If you are certain that your strings contain ASCII characters only, you can use the as_bytes() method on &str which returns a byte slice, and then index into this slice:

let num_string = num.to_string();

// ...

let b: u8 = num_string.as_bytes()[i];
let c: char = b as char;  // if you need to get the character as a unicode code point

If you do need to index code points, you have to use the char() iterator:

num_string.chars().nth(i).unwrap()

As I said above, this would require traversing the entire iterator up to the ith code element.

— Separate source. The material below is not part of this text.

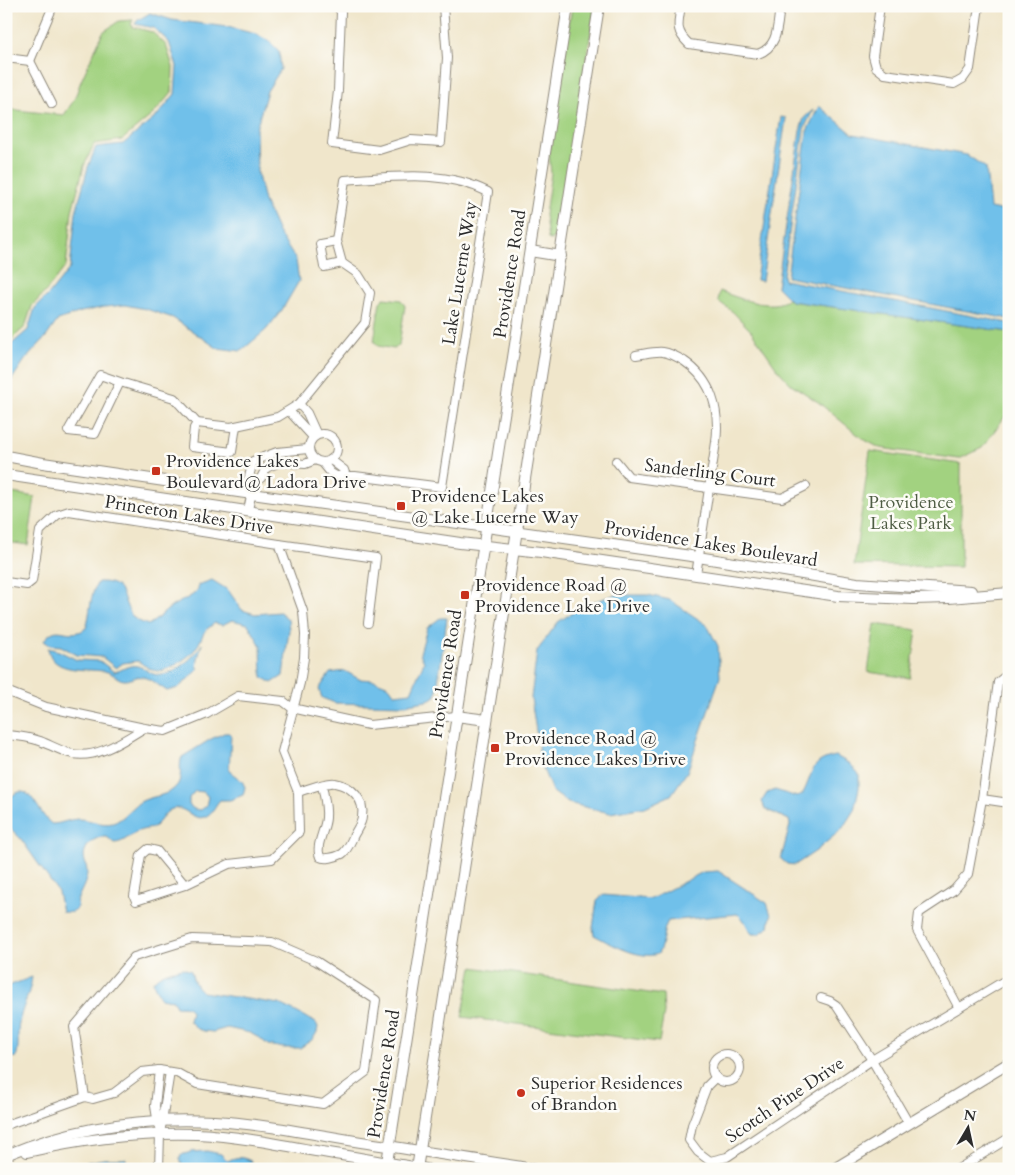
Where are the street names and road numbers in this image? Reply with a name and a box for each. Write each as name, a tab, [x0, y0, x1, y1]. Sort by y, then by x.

Finally, in many cases of text processing, it is actually necessary to work with grapheme clusters rather than with code points or bytes. With the help of the unicode-segmentation crate, you can index into grapheme clusters as well:

use unicode_segmentation::UnicodeSegmentation

let string: String = ...;
UnicodeSegmentation::graphemes(&string, true).nth(i).unwrap()

Naturally, grapheme cluster indexing has the same requirement of traversing the entire string as indexing into code points.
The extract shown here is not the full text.